Retype, word for word, each line between the lines holding "M19,1004L30,1024L35,1092L5,1094L7,1114H0V1005Z" and "M292,1742L293,1790L272,1791L271,1743Z", inclusive, and leave the rest of the data alone.

__Available records__.
↓↓↓
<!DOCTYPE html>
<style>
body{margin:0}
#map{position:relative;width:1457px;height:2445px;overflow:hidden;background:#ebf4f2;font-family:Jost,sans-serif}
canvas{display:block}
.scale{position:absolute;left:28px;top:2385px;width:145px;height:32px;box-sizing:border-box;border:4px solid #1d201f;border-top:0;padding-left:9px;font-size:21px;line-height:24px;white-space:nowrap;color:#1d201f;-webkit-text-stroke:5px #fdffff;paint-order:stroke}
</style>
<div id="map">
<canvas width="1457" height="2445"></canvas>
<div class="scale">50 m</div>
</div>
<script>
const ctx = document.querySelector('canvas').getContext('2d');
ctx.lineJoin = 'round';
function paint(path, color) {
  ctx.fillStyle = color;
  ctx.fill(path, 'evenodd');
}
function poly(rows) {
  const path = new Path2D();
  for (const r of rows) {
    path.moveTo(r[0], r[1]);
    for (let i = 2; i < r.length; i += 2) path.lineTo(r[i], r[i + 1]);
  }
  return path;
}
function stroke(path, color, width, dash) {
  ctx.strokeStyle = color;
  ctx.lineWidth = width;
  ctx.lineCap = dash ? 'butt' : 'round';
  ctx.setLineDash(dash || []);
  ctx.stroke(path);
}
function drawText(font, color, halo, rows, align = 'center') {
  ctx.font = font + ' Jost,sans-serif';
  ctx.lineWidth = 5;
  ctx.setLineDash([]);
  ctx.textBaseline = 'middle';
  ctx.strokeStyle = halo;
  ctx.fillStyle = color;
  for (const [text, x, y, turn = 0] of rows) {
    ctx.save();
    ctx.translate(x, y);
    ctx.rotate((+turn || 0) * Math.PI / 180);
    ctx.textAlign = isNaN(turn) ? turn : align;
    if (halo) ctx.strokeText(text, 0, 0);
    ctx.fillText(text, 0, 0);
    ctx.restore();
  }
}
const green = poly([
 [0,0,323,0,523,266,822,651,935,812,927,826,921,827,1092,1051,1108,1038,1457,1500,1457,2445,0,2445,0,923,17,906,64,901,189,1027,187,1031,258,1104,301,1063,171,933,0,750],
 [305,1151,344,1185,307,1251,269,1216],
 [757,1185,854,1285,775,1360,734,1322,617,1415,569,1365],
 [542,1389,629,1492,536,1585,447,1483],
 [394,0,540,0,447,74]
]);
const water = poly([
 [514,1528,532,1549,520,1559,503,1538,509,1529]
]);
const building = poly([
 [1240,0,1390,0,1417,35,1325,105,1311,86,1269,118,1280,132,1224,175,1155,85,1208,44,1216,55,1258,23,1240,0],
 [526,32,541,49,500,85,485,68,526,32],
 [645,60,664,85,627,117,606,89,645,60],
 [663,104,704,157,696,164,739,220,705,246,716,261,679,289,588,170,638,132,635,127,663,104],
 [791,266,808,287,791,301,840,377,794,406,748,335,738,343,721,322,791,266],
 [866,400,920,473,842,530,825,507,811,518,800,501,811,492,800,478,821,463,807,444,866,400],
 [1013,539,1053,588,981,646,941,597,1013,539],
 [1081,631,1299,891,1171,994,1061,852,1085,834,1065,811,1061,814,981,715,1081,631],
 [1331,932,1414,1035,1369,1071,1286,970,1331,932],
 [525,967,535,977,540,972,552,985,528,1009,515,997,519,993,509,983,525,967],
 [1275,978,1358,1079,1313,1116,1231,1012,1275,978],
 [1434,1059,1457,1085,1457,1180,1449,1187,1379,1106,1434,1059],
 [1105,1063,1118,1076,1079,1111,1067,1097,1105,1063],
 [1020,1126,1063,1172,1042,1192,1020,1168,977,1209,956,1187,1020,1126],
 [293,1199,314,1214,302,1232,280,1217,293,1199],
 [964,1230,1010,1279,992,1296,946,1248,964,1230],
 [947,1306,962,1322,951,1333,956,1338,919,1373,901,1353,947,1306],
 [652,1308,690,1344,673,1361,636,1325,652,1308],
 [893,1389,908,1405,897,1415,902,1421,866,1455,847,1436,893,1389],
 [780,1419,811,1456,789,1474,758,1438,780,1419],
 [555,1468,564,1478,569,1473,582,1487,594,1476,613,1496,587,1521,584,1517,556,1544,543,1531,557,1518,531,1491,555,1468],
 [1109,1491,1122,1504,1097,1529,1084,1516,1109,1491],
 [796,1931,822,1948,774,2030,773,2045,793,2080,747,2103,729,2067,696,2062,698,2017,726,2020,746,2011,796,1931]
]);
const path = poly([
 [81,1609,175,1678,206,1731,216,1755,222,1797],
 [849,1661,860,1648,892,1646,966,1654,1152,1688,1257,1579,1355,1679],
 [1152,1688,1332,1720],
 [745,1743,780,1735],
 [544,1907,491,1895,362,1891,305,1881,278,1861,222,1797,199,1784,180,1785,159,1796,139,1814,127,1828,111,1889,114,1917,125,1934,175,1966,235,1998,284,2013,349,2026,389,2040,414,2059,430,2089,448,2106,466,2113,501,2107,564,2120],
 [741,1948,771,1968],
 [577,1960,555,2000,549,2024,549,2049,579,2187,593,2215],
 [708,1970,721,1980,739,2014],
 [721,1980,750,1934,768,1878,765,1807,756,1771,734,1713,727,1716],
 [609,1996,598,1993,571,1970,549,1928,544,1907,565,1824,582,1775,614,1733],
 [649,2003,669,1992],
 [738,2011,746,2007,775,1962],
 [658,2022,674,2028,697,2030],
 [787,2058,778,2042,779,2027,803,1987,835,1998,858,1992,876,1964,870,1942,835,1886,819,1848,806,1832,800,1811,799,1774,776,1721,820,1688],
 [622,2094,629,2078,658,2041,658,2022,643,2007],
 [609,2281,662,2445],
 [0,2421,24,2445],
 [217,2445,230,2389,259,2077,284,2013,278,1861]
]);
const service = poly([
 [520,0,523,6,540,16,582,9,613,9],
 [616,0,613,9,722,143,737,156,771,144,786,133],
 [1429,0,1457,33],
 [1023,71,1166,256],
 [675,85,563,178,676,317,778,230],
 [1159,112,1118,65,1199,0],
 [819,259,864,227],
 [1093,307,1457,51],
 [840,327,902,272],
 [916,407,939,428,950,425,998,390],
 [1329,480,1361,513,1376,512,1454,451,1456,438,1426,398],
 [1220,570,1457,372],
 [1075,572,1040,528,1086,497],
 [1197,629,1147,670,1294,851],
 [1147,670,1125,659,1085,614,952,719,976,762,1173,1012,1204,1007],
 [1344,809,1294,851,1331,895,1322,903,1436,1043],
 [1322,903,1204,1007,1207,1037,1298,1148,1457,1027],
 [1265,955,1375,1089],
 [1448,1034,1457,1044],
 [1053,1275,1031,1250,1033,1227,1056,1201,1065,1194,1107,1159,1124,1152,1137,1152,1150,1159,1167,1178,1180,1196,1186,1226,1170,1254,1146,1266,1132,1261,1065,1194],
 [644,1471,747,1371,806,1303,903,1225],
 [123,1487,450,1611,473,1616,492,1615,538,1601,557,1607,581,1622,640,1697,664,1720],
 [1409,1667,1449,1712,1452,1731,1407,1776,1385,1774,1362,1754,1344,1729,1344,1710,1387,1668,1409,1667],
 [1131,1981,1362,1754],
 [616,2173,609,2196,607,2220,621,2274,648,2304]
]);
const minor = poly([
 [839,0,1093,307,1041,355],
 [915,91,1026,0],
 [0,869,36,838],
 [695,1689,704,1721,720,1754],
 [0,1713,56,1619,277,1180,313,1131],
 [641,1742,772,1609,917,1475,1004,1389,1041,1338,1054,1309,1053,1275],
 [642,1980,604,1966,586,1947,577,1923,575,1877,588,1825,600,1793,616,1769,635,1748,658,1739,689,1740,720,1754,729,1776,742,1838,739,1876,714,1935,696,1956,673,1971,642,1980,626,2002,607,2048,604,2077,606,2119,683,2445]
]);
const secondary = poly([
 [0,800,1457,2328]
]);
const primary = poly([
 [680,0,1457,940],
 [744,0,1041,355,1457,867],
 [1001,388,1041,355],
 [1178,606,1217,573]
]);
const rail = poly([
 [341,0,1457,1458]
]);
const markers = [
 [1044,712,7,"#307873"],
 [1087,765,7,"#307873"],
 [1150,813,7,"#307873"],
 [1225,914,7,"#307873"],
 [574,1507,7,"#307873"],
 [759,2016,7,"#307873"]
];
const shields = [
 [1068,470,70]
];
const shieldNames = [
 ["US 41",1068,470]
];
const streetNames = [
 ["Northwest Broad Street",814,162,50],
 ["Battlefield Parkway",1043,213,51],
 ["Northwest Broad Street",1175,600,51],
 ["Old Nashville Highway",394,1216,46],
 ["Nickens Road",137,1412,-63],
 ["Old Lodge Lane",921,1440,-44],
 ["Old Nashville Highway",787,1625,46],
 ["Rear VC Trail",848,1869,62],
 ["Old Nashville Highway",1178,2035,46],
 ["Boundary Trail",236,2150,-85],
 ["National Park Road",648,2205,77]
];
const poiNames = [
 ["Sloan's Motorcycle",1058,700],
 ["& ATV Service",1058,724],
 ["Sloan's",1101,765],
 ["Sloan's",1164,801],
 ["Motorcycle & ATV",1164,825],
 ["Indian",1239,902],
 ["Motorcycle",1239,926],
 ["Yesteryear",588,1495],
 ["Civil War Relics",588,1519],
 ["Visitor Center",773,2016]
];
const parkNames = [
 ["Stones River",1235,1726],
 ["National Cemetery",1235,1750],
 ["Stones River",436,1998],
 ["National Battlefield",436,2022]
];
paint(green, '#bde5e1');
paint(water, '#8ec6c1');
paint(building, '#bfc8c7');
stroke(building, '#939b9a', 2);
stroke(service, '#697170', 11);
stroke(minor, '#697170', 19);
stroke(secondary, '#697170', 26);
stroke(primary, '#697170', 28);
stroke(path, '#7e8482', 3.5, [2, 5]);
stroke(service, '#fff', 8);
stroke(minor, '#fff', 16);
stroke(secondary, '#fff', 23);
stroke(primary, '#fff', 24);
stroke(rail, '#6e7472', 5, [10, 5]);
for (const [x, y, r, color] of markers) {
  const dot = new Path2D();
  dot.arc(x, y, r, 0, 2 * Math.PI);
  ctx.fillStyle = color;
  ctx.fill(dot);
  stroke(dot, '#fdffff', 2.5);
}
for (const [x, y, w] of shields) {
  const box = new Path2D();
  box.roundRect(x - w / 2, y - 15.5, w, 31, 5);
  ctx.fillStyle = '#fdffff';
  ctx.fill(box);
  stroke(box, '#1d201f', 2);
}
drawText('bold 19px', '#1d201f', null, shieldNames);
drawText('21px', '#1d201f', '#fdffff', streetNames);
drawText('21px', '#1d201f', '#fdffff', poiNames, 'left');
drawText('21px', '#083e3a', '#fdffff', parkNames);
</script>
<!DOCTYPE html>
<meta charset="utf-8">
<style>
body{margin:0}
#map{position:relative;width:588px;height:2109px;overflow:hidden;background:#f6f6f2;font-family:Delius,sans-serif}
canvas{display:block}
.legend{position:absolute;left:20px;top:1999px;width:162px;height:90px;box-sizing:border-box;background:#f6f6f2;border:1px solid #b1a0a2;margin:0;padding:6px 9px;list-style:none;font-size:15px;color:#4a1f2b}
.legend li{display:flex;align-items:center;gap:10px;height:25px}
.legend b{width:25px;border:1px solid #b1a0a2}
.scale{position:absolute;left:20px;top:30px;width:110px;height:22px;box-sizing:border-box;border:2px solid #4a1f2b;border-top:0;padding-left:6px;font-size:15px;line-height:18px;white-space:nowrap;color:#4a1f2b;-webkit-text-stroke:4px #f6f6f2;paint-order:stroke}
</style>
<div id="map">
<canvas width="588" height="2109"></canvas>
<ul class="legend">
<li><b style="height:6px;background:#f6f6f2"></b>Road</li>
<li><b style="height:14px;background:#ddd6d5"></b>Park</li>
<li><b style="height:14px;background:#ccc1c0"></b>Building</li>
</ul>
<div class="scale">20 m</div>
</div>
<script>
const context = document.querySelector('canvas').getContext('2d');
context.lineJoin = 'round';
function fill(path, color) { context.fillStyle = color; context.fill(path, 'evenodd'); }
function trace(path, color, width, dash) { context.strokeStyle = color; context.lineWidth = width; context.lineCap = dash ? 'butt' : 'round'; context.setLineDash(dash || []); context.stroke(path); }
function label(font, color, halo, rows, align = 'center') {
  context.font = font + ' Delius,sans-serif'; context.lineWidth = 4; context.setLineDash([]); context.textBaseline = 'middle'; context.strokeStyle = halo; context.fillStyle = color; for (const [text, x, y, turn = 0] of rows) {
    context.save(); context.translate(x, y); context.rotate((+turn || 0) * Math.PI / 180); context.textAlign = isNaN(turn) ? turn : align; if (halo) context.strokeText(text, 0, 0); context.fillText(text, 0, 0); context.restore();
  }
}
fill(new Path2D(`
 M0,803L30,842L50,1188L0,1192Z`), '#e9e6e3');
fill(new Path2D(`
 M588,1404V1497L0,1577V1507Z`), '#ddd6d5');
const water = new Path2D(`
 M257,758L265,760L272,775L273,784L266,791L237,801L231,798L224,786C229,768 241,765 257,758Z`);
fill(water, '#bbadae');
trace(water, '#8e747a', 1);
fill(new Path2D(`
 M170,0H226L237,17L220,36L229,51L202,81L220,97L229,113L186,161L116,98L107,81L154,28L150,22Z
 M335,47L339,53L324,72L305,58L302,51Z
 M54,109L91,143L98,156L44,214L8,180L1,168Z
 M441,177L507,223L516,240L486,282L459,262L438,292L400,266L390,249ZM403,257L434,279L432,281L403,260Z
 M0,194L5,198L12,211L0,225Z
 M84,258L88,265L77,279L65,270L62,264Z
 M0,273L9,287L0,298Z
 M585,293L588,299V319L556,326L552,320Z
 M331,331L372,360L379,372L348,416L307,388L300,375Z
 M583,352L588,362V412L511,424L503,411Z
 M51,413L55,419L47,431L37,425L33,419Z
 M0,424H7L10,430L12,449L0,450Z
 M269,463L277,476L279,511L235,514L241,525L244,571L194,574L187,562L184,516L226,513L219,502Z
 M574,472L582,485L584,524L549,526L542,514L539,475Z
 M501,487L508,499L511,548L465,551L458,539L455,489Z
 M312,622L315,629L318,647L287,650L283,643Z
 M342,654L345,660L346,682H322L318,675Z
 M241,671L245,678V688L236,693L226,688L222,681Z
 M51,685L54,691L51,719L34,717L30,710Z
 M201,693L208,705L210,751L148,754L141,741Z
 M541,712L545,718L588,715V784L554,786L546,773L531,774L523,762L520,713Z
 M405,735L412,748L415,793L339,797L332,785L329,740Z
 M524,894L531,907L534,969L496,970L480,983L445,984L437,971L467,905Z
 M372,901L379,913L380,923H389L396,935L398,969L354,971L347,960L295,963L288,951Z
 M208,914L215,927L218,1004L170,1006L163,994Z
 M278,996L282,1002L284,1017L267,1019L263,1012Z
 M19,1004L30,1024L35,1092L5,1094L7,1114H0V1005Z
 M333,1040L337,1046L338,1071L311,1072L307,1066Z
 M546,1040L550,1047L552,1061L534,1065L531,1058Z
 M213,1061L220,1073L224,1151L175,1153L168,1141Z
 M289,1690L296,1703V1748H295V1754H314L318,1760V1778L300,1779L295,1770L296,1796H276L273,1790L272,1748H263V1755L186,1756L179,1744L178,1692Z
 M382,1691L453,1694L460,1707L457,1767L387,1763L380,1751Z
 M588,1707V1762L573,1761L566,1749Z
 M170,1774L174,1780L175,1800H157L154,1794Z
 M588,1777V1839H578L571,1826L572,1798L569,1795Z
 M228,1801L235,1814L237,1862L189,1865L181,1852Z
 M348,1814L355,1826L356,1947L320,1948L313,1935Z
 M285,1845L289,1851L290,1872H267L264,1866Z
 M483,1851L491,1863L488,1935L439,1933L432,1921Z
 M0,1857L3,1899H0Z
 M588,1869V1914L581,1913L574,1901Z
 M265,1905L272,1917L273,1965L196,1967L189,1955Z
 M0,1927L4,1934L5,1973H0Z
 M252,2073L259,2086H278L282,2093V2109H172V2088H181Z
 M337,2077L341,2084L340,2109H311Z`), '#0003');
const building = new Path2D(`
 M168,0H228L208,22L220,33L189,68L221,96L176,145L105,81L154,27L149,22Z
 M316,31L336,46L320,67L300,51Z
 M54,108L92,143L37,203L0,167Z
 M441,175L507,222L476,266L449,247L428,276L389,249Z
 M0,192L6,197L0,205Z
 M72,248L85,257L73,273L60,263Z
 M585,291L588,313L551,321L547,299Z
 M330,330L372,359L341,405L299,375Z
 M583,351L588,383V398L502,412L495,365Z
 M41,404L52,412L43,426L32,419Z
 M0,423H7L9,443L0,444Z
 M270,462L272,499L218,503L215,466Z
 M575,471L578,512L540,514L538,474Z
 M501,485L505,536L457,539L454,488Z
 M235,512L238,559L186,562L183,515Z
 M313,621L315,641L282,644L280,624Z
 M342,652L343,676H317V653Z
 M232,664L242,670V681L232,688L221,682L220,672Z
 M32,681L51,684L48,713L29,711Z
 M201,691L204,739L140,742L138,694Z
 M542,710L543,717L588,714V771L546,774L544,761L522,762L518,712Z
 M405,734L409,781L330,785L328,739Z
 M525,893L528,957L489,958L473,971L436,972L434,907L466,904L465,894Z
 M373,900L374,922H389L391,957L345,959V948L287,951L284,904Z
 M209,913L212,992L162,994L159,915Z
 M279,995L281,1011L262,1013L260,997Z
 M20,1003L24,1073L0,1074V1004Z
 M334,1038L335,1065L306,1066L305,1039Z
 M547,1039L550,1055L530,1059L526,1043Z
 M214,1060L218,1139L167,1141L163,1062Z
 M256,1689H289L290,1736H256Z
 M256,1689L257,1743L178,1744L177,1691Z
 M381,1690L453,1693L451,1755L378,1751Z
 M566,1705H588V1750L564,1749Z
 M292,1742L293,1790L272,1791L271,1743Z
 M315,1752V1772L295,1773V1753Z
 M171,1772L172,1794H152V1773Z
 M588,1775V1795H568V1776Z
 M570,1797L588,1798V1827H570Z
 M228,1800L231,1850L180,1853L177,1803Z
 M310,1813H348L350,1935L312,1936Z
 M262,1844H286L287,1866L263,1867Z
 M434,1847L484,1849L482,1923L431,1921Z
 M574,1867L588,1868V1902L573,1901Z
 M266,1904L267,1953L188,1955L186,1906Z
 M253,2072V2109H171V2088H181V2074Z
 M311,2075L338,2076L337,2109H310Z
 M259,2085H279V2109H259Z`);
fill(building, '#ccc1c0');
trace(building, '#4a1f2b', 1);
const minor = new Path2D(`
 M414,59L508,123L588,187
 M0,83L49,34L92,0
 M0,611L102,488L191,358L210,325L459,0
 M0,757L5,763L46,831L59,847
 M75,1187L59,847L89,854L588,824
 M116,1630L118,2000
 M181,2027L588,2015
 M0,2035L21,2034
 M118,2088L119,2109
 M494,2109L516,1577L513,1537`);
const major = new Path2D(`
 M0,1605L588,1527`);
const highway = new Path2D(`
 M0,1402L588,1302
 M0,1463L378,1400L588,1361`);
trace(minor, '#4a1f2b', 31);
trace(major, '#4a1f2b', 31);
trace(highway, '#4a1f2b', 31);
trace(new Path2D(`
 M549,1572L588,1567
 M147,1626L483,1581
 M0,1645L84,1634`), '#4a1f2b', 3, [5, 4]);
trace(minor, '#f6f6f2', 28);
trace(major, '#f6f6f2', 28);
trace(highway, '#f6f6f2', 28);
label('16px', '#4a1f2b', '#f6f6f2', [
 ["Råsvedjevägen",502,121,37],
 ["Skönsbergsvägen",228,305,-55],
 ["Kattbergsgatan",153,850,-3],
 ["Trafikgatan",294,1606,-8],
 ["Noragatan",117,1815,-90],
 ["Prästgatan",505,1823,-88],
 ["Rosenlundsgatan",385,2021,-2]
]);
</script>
↑↑↑
__Task response__.
 M19,1004L30,1024L35,1092L5,1094L7,1114H0V1005Z
 M333,1040L337,1046L338,1071L311,1072L307,1066Z
 M546,1040L550,1047L552,1061L534,1065L531,1058Z
 M213,1061L220,1073L224,1151L175,1153L168,1141Z
 M289,1690L296,1703V1748H295V1754H314L318,1760V1778L300,1779L295,1770L296,1796H276L273,1790L272,1748H263V1755L186,1756L179,1744L178,1692Z
 M382,1691L453,1694L460,1707L457,1767L387,1763L380,1751Z
 M588,1707V1762L573,1761L566,1749Z
 M170,1774L174,1780L175,1800H157L154,1794Z
 M588,1777V1839H578L571,1826L572,1798L569,1795Z
 M228,1801L235,1814L237,1862L189,1865L181,1852Z
 M348,1814L355,1826L356,1947L320,1948L313,1935Z
 M285,1845L289,1851L290,1872H267L264,1866Z
 M483,1851L491,1863L488,1935L439,1933L432,1921Z
 M0,1857L3,1899H0Z
 M588,1869V1914L581,1913L574,1901Z
 M265,1905L272,1917L273,1965L196,1967L189,1955Z
 M0,1927L4,1934L5,1973H0Z
 M252,2073L259,2086H278L282,2093V2109H172V2088H181Z
 M337,2077L341,2084L340,2109H311Z`), '#0003');
const building = new Path2D(`
 M168,0H228L208,22L220,33L189,68L221,96L176,145L105,81L154,27L149,22Z
 M316,31L336,46L320,67L300,51Z
 M54,108L92,143L37,203L0,167Z
 M441,175L507,222L476,266L449,247L428,276L389,249Z
 M0,192L6,197L0,205Z
 M72,248L85,257L73,273L60,263Z
 M585,291L588,313L551,321L547,299Z
 M330,330L372,359L341,405L299,375Z
 M583,351L588,383V398L502,412L495,365Z
 M41,404L52,412L43,426L32,419Z
 M0,423H7L9,443L0,444Z
 M270,462L272,499L218,503L215,466Z
 M575,471L578,512L540,514L538,474Z
 M501,485L505,536L457,539L454,488Z
 M235,512L238,559L186,562L183,515Z
 M313,621L315,641L282,644L280,624Z
 M342,652L343,676H317V653Z
 M232,664L242,670V681L232,688L221,682L220,672Z
 M32,681L51,684L48,713L29,711Z
 M201,691L204,739L140,742L138,694Z
 M542,710L543,717L588,714V771L546,774L544,761L522,762L518,712Z
 M405,734L409,781L330,785L328,739Z
 M525,893L528,957L489,958L473,971L436,972L434,907L466,904L465,894Z
 M373,900L374,922H389L391,957L345,959V948L287,951L284,904Z
 M209,913L212,992L162,994L159,915Z
 M279,995L281,1011L262,1013L260,997Z
 M20,1003L24,1073L0,1074V1004Z
 M334,1038L335,1065L306,1066L305,1039Z
 M547,1039L550,1055L530,1059L526,1043Z
 M214,1060L218,1139L167,1141L163,1062Z
 M256,1689H289L290,1736H256Z
 M256,1689L257,1743L178,1744L177,1691Z
 M381,1690L453,1693L451,1755L378,1751Z
 M566,1705H588V1750L564,1749Z
 M292,1742L293,1790L272,1791L271,1743Z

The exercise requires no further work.